# Requirement
Match the word "halo". Return each line of the data below where it appears.

---- Information given

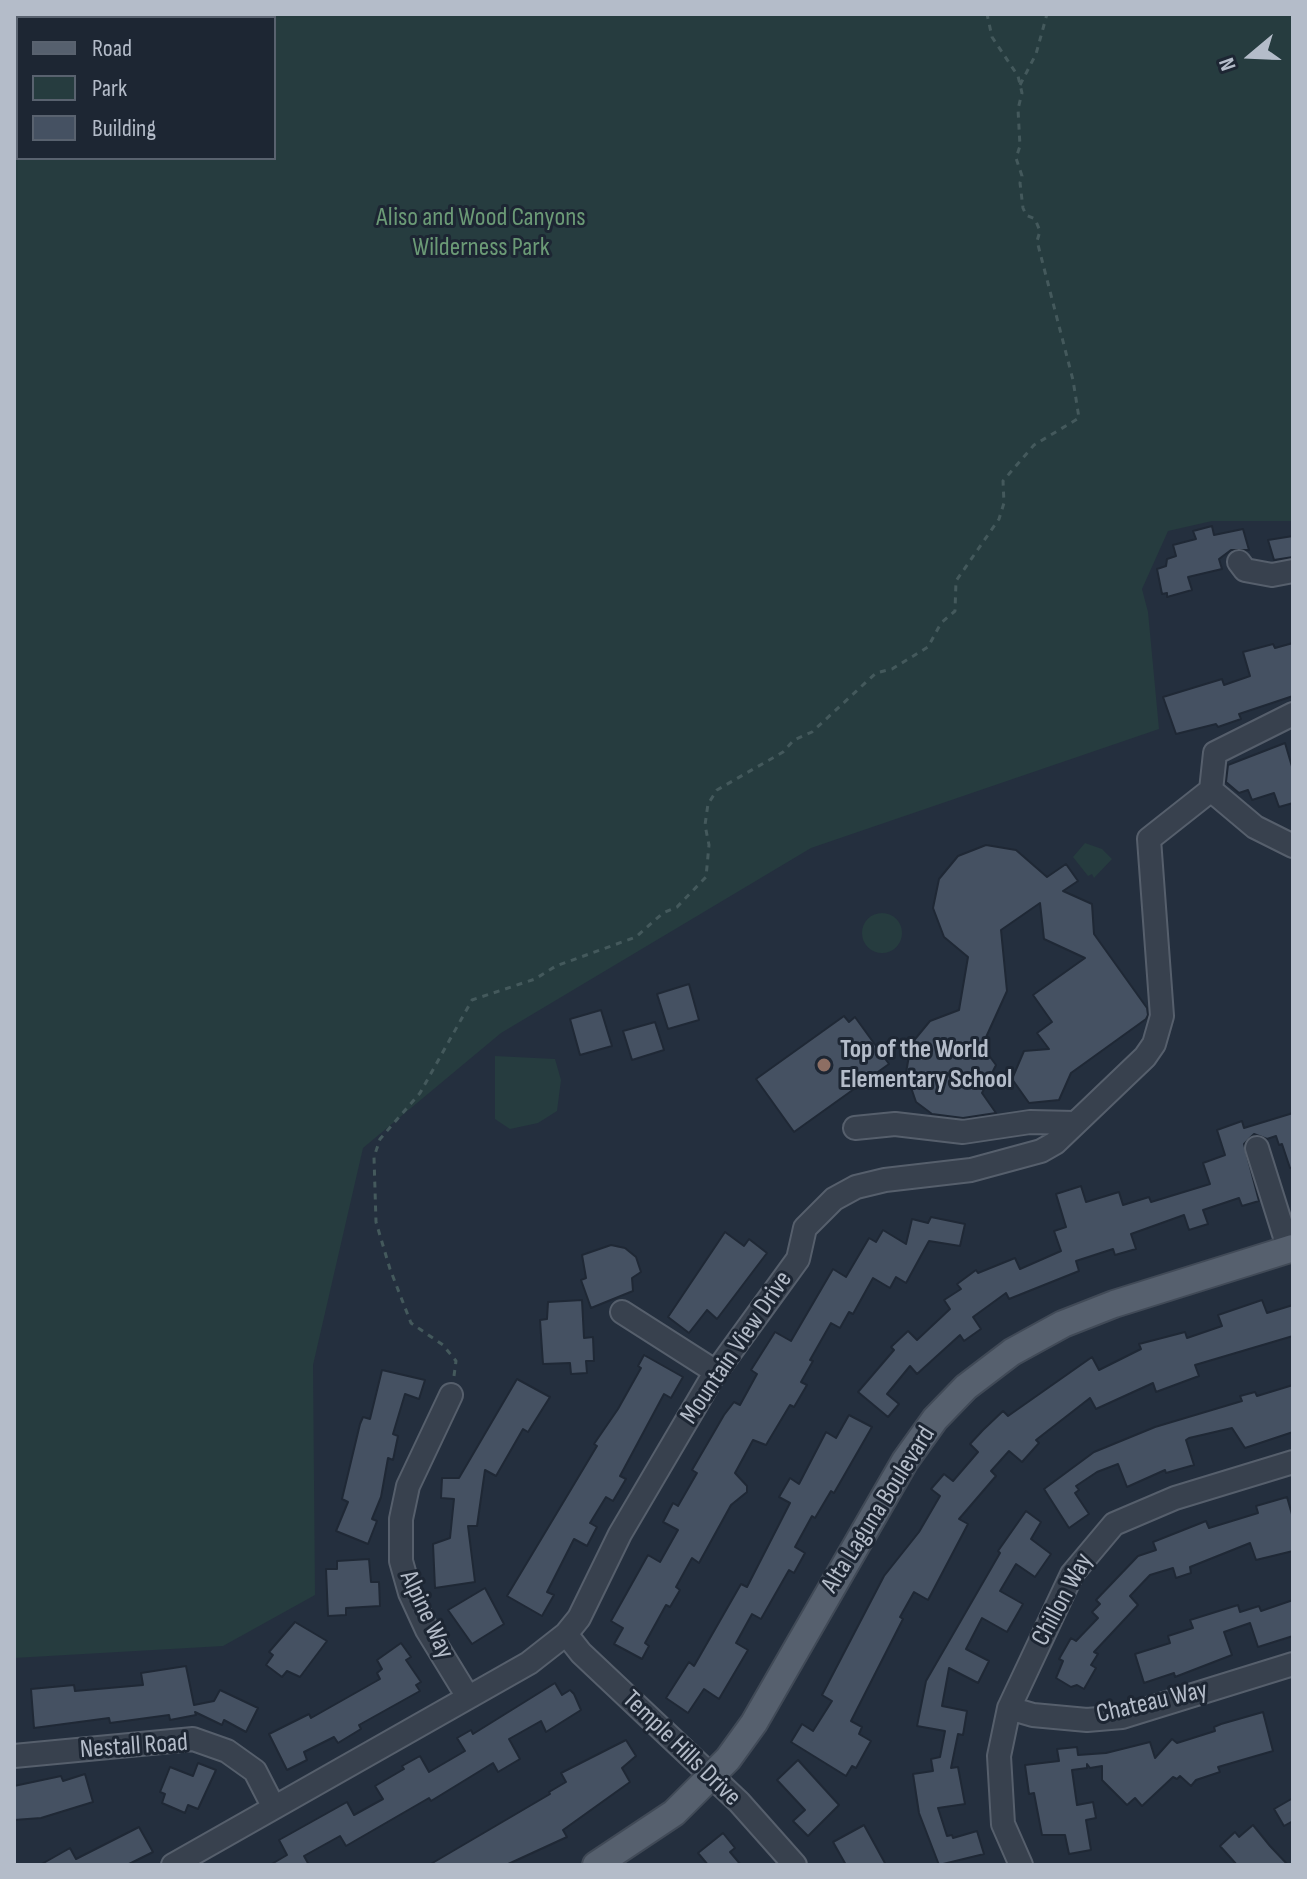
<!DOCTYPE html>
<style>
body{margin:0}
#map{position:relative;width:1307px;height:1879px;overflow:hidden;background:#242f3e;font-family:"Sofia Sans Condensed",sans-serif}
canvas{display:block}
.frame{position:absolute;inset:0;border:16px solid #b4bcc9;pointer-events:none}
.legend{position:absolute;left:16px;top:16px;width:260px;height:144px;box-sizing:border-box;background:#1d2633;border:2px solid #59626f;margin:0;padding:10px 14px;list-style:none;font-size:24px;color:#b4bcc9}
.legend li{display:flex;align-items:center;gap:16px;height:40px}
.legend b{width:40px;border:2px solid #59626f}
.north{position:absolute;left:1211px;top:16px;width:80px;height:80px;-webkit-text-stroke:6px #1d2633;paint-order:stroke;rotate:251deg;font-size:22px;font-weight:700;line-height:32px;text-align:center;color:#b4bcc9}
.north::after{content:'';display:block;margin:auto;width:28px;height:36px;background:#b4bcc9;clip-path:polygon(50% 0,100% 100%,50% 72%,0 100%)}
</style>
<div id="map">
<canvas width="1307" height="1879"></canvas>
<div class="frame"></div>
<ul class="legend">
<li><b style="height:10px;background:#56606e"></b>Road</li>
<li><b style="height:22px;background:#263c3f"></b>Park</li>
<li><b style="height:22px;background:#455162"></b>Building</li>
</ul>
<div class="north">N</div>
</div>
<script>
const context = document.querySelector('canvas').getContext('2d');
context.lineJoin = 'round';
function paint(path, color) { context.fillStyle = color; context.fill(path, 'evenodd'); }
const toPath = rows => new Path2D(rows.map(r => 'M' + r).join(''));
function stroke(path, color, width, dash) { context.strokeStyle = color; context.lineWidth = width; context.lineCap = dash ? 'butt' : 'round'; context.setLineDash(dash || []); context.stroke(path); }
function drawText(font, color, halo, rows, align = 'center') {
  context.font = font + ' "Sofia Sans Condensed",sans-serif'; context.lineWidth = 6; context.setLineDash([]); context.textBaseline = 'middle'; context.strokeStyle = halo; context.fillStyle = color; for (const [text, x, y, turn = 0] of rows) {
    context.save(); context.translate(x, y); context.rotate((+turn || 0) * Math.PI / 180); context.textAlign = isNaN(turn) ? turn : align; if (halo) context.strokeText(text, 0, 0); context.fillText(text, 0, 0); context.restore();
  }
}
const green = toPath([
 [14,14,1293,14,1293,521,1212,521,1168,531,1142,589,1148,612,1159,729,811,848,501,1033,363,1148,313,1365,315,1595,223,1646,14,1658],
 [18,18,274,18,274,158,18,158],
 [1085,843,1102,849,1112,859,1094,878,1092,874,1088,876,1073,857],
 '862 933a20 20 0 1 1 40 0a20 20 0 1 1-40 0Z',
 [495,1056,555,1059,561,1080,557,1111,538,1123,510,1129,495,1119]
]);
const building = toPath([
 [1212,526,1214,535,1243,529,1249,550,1231,550,1219,559,1222,569,1188,577,1192,590,1167,597,1167,593,1162,594,1157,569,1166,566,1167,559,1176,556,1173,545,1196,539,1193,531,1212,526],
 [1293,536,1293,557,1274,560,1268,540,1293,536],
 [1293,643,1293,696,1239,714,1241,719,1218,727,1216,724,1176,734,1163,697,1222,679,1224,685,1250,676,1243,652,1273,644,1275,648,1293,643],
 [1285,743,1293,770,1293,803,1279,807,1274,793,1252,800,1248,790,1239,793,1226,782,1228,765,1285,743],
 [986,845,1016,850,1047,877,1066,864,1078,881,1063,891,1092,904,1094,934,1147,1008,1148,1015,1146,1019,1071,1073,1059,1100,1029,1103,1012,1079,1024,1051,1049,1049,1037,1033,1052,1022,1033,995,1085,958,1044,939,1040,903,1001,930,1007,991,982,1046,996,1065,982,1093,996,1113,963,1118,932,1114,916,1102,906,1073,911,1044,930,1021,959,1010,968,957,944,937,933,908,939,879,958,856,986,845],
 [689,984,699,1020,668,1029,657,994,689,984],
 [601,1010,612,1046,580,1055,570,1019,601,1010],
 [844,1016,849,1022,855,1017,889,1064,794,1132,756,1079,844,1016],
 [655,1022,664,1050,632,1060,623,1031,655,1022],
 [1293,1113,1293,1168,1290,1168,1282,1144,1279,1145,1276,1136,1267,1139,1254,1134,1244,1144,1259,1201,1242,1206,1239,1198,1203,1210,1208,1224,1189,1230,1184,1215,1131,1234,1136,1249,1115,1255,1113,1249,1076,1261,1079,1271,1009,1299,1006,1293,973,1317,981,1329,964,1341,960,1335,917,1374,910,1366,887,1394,899,1404,888,1417,858,1392,894,1350,891,1347,908,1331,917,1340,950,1309,944,1300,961,1289,957,1284,976,1270,978,1273,1015,1258,1020,1269,1061,1251,1054,1231,1066,1227,1056,1194,1081,1186,1086,1202,1119,1192,1123,1205,1149,1197,1151,1202,1210,1184,1203,1163,1225,1155,1217,1130,1242,1121,1244,1128,1293,1113],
 [931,1217,965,1224,960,1246,929,1241,906,1283,896,1277,890,1288,873,1278,853,1314,849,1312,840,1328,831,1323,810,1360,813,1361,801,1382,807,1385,794,1407,790,1405,766,1445,753,1440,735,1473,747,1486,747,1492,731,1505,699,1563,692,1558,676,1587,680,1590,670,1607,666,1605,645,1643,649,1646,642,1659,614,1644,623,1628,611,1621,648,1555,660,1562,678,1530,663,1522,673,1503,678,1506,697,1473,692,1470,724,1415,734,1402,740,1405,757,1374,751,1370,775,1332,791,1341,833,1269,846,1277,869,1238,876,1242,883,1230,906,1244,912,1219,928,1223,931,1217],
 [725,1232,744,1246,749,1239,767,1253,717,1319,707,1310,689,1333,668,1317,725,1232],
 [611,1245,625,1248,636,1257,641,1272,632,1278,633,1291,591,1308,581,1280,586,1278,582,1255,611,1245],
 [582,1300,584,1338,593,1337,594,1361,586,1361,587,1373,571,1374,570,1363,543,1364,540,1320,547,1319,548,1302,582,1300],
 [1262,1300,1267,1313,1293,1305,1293,1336,1195,1365,1199,1376,1156,1392,1153,1383,1096,1409,1090,1398,1036,1440,1039,1443,1022,1462,1009,1451,991,1471,996,1476,959,1519,968,1524,928,1600,914,1592,900,1617,903,1619,851,1721,862,1727,859,1734,871,1741,856,1768,852,1766,846,1776,791,1742,802,1724,813,1731,832,1701,822,1695,884,1576,919,1532,940,1496,931,1489,944,1474,953,1481,978,1452,970,1444,983,1430,1003,1411,1008,1416,1092,1357,1099,1370,1141,1349,1139,1344,1185,1332,1187,1338,1222,1326,1218,1315,1262,1300],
 [644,1355,683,1377,671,1398,664,1394,620,1476,626,1479,613,1501,606,1497,590,1523,597,1527,587,1546,574,1539,547,1592,554,1595,542,1616,507,1596,597,1446,594,1444,618,1409,641,1368,638,1366,644,1355],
 [382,1370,425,1380,419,1399,405,1394,393,1434,398,1436,393,1460,388,1458,381,1497,372,1519,377,1521,368,1544,336,1531,348,1502,342,1499,360,1424,363,1417,370,1419,382,1370],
 [517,1379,550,1397,528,1432,523,1429,496,1476,485,1470,477,1526,468,1526,475,1582,435,1588,433,1544,450,1538,454,1499,441,1498,442,1478,459,1478,517,1379],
 [1293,1385,1293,1432,1245,1448,1232,1428,1189,1438,1186,1440,1194,1465,1166,1473,1165,1470,1127,1487,1118,1464,1097,1472,1076,1486,1079,1490,1075,1493,1089,1514,1069,1528,1044,1489,1094,1452,1155,1427,1242,1401,1240,1396,1255,1392,1257,1396,1293,1385],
 [849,1415,872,1427,834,1493,831,1491,815,1518,812,1516,795,1547,805,1553,794,1573,789,1570,761,1619,752,1614,736,1643,748,1650,719,1699,704,1689,688,1713,666,1698,689,1662,694,1666,741,1584,747,1587,790,1503,779,1497,790,1478,799,1484,826,1432,836,1438,849,1415],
 [1287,1497,1293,1518,1293,1551,1256,1560,1250,1543,1190,1567,1191,1573,1176,1578,1173,1568,1150,1575,1130,1596,1138,1605,1094,1652,1098,1654,1091,1665,1096,1668,1084,1689,1077,1685,1071,1687,1056,1678,1063,1661,1059,1659,1071,1638,1076,1641,1098,1618,1092,1612,1100,1604,1096,1600,1138,1556,1156,1550,1153,1542,1206,1521,1209,1528,1258,1513,1256,1506,1287,1497],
 [1026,1511,1041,1522,1031,1539,1051,1554,1035,1577,1016,1564,1000,1591,1023,1604,1007,1632,982,1618,966,1649,989,1661,978,1683,949,1668,942,1706,967,1711,963,1735,958,1734,951,1768,958,1767,965,1804,938,1808,947,1836,952,1835,953,1838,977,1831,984,1854,939,1865,919,1813,913,1774,933,1771,931,1759,940,1757,945,1731,917,1726,926,1681,1000,1553,998,1551,1026,1511],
 [369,1559,371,1582,379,1582,380,1606,346,1608,346,1615,328,1616,326,1569,337,1569,337,1561,369,1559],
 [485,1588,504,1624,472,1644,448,1610,485,1588],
 [1293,1600,1293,1636,1258,1647,1250,1623,1224,1632,1232,1655,1175,1677,1174,1673,1144,1683,1135,1654,1170,1643,1168,1636,1193,1628,1190,1620,1238,1605,1240,1612,1259,1606,1261,1611,1293,1600],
 [295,1622,327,1641,300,1677,287,1671,282,1677,266,1665,273,1655,269,1652,295,1622],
 [401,1643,411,1657,406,1660,421,1682,416,1685,420,1691,359,1725,361,1729,338,1743,334,1737,304,1752,307,1760,287,1770,269,1734,309,1714,311,1718,380,1679,377,1673,382,1669,377,1660,401,1643],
 [186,1666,194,1705,214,1701,220,1690,258,1708,246,1732,224,1720,222,1725,195,1712,196,1715,170,1720,169,1715,110,1723,109,1718,34,1728,31,1689,74,1685,75,1691,143,1685,141,1673,186,1666],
 [555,1683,562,1695,570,1690,574,1694,581,1710,546,1732,541,1721,509,1739,520,1759,498,1772,493,1763,431,1801,429,1798,346,1846,340,1836,304,1856,309,1865,270,1865,287,1855,279,1840,347,1802,354,1815,383,1799,375,1786,404,1769,402,1766,420,1756,429,1772,465,1751,457,1738,471,1730,473,1734,555,1683],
 [1263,1712,1273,1751,1218,1767,1220,1772,1196,1780,1191,1786,1180,1776,1177,1779,1173,1777,1142,1806,1135,1798,1127,1805,1102,1780,1102,1766,1090,1768,1087,1764,1087,1768,1072,1770,1077,1805,1093,1802,1096,1818,1086,1820,1091,1850,1069,1854,1065,1835,1042,1835,1034,1793,1029,1794,1025,1765,1059,1761,1057,1749,1077,1747,1078,1755,1106,1753,1150,1742,1155,1758,1172,1739,1177,1743,1215,1731,1214,1727,1221,1724,1263,1712],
 [626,1740,636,1756,622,1768,630,1782,563,1830,567,1837,506,1865,429,1865,550,1794,549,1792,566,1782,561,1773,626,1740],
 [798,1760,839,1805,808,1836,793,1821,805,1810,777,1780,798,1760],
 [198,1763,216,1770,198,1809,188,1805,185,1813,162,1803,165,1794,160,1792,170,1767,193,1776,198,1763],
 [85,1774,93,1802,41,1818,14,1820,14,1786,61,1776,63,1781,85,1774],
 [1293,1798,1293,1821,1284,1826,1274,1809,1293,1798],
 [864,1825,886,1865,846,1865,833,1842,864,1825],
 [1253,1825,1270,1846,1288,1865,1237,1865,1220,1846,1235,1832,1239,1837,1253,1825],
 [139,1827,153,1852,127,1865,40,1865,70,1848,76,1859,139,1827],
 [723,1833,735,1848,730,1852,741,1865,708,1865,698,1853,723,1833]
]);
const path = toPath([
 [1020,85,1036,54,1047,14],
 [454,1376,456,1361,443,1345,411,1323,390,1269,376,1222,374,1157,380,1139,420,1093,472,1000,535,979,556,966,636,937,663,913,677,907,706,877,709,845,705,825,708,804,717,790,783,752,794,740,812,732,876,673,892,669,928,647,941,623,955,611,956,581,999,519,1004,503,1003,481,1034,445,1079,418,1073,380,1037,241,1040,231,1035,219,1026,215,1023,208,1020,183,1022,176,1016,158,1020,146,1018,109,1022,93,1018,76,992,37,987,14]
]);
const minor = toPath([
 [1239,562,1245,570,1272,575,1293,571],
 [1211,790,1215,753,1293,714],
 [1211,790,1255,827,1293,846],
 [855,1128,895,1124,963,1132,1030,1122,1075,1123],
 [1257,1148,1289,1250],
 [622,1312,716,1372],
 [451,1395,408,1486,401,1519,401,1561,410,1593,427,1630,468,1697],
 [566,1634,581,1653,739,1802,795,1865],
 [1009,1708,1033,1715,1087,1720,1122,1717,1293,1664],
 [14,1756,193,1739,227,1751,255,1771,273,1806],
 [173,1865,529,1663,566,1634,579,1618,620,1534,713,1376,798,1259,805,1228,834,1199,856,1187,885,1180,971,1170,1041,1151,1055,1143,1145,1057,1154,1044,1162,1016,1149,839,1211,790],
 [1021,1865,1003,1824,999,1756,1009,1708,1072,1574,1114,1524,1175,1498,1293,1462]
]);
const major = toPath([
 [596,1865,674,1813,728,1759,754,1723,905,1461,935,1419,966,1387,1012,1352,1063,1324,1114,1304,1293,1248]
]);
const markers = [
 [824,1065,8,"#8d6e63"]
];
const parkNames = [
 ["Aliso and Wood Canyons",481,218],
 ["Wilderness Park",481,248]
];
const poiNames = [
 ["Top of the World",840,1050],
 ["Elementary School",840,1080]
];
const streetNames = [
 ["Mountain View Drive",737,1348,-56],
 ["Alta Laguna Boulevard",879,1510,-58],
 ["Chillon Way",1063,1600,-62],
 ["Alpine Way",426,1615,65],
 ["Chateau Way",1152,1703,-13],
 ["Nestall Road",134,1747,-4],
 ["Temple Hills Drive",681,1749,44]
];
paint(green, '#263c3f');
paint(building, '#455162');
stroke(building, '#1f2835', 2);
stroke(minor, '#565f6c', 26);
stroke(major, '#414a57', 30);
stroke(path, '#44595c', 3, [6, 6]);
stroke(minor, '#38414e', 22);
stroke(major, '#56606e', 26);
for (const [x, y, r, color] of markers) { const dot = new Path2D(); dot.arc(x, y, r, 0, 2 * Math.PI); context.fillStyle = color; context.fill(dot); stroke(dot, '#1d2633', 3); }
drawText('26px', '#6b9a76', '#1d2633', parkNames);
drawText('bold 26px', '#b4bcc9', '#1d2633', poiNames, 'left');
drawText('26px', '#b4bcc9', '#1d2633', streetNames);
</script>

--------

# Reply to the task
function drawText(font, color, halo, rows, align = 'center') {
  context.font = font + ' "Sofia Sans Condensed",sans-serif'; context.lineWidth = 6; context.setLineDash([]); context.textBaseline = 'middle'; context.strokeStyle = halo; context.fillStyle = color; for (const [text, x, y, turn = 0] of rows) {
    context.save(); context.translate(x, y); context.rotate((+turn || 0) * Math.PI / 180); context.textAlign = isNaN(turn) ? turn : align; if (halo) context.strokeText(text, 0, 0); context.fillText(text, 0, 0); context.restore();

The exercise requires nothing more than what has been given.